### [GOAL OF THE EXERCISE]
Show all lines of the listing that contain the word "Keep".

### [ENTRIES SUPPLIED]
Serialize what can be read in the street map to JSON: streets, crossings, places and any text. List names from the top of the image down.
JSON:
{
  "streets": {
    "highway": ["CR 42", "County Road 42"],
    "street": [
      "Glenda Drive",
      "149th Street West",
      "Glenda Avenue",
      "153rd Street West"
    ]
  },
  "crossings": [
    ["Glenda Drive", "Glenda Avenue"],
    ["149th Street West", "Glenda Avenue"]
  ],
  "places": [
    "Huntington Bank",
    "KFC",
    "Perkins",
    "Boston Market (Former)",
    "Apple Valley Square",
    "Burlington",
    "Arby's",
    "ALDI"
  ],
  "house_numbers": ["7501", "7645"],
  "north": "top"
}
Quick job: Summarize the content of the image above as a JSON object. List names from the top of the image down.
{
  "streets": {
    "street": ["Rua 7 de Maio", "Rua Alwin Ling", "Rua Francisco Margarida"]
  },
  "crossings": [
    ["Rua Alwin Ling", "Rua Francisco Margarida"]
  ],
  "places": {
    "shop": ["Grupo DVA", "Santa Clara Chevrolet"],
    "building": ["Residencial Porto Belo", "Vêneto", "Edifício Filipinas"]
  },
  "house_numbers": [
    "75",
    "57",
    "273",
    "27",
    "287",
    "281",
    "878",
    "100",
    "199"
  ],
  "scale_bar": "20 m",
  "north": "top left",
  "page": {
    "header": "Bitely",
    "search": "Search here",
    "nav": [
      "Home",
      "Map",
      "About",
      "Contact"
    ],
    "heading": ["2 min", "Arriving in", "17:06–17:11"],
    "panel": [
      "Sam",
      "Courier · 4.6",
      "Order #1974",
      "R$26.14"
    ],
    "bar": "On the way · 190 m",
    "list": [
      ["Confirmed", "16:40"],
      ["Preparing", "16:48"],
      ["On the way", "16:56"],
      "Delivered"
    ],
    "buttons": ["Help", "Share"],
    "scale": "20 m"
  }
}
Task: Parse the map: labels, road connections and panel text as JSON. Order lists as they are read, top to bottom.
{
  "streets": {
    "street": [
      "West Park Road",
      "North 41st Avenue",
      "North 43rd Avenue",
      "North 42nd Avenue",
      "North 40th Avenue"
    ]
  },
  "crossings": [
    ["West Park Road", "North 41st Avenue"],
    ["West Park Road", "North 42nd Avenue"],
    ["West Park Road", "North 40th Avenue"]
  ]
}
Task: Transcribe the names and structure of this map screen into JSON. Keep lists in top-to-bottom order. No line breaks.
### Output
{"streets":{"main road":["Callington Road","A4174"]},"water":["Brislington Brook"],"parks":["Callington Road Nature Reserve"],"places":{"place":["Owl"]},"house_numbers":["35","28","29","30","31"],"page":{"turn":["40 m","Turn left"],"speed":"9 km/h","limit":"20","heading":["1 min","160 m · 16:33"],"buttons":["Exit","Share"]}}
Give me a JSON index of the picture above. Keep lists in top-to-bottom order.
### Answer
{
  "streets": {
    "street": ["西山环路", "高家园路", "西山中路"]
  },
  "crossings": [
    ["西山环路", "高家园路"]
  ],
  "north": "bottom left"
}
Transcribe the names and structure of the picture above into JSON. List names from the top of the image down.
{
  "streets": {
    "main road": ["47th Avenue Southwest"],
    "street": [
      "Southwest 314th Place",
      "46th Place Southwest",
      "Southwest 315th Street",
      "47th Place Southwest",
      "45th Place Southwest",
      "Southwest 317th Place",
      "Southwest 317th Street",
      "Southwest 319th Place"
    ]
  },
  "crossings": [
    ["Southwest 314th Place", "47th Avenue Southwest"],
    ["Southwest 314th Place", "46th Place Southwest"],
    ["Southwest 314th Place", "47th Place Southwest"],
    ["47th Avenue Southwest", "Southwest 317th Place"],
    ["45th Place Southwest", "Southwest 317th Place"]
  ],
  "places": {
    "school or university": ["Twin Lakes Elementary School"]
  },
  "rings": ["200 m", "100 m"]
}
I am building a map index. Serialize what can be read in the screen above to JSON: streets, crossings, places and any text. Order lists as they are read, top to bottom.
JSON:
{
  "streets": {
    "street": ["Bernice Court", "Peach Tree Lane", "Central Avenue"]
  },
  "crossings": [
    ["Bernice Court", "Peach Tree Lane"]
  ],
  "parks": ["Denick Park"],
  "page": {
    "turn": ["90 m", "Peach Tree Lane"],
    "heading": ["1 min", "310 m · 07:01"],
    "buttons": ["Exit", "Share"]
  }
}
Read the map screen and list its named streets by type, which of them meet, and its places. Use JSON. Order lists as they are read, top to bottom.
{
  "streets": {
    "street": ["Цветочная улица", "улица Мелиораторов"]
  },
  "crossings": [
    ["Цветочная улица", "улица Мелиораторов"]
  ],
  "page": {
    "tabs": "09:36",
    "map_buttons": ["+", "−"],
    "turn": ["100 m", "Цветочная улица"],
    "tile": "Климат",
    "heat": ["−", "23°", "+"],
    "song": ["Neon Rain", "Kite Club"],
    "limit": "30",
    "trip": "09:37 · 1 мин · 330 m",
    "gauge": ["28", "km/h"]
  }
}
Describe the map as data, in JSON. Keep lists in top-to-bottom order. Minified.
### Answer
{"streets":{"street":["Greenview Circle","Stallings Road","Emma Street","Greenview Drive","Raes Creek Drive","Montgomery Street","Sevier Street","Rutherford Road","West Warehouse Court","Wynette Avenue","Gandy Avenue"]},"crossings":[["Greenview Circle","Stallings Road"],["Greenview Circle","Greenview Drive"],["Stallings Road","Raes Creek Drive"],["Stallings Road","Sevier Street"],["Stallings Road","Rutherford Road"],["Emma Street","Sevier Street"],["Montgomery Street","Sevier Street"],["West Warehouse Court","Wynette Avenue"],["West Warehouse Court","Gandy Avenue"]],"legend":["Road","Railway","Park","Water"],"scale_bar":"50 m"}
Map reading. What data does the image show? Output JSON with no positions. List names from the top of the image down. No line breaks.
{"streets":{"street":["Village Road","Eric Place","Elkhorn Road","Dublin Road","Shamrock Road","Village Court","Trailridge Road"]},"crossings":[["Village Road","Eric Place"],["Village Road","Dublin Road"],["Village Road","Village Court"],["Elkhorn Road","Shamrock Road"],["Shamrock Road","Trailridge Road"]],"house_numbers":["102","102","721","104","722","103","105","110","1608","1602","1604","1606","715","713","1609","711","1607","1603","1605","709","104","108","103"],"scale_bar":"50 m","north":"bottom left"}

### [SOLUTION TO THIS TASK]
Task: Transcribe the names and structure of this map screen into JSON. Keep lists in top-to-bottom order. No line breaks.
Give me a JSON index of the picture above. Keep lists in top-to-bottom order.
Describe the map as data, in JSON. Keep lists in top-to-bottom order. Minified.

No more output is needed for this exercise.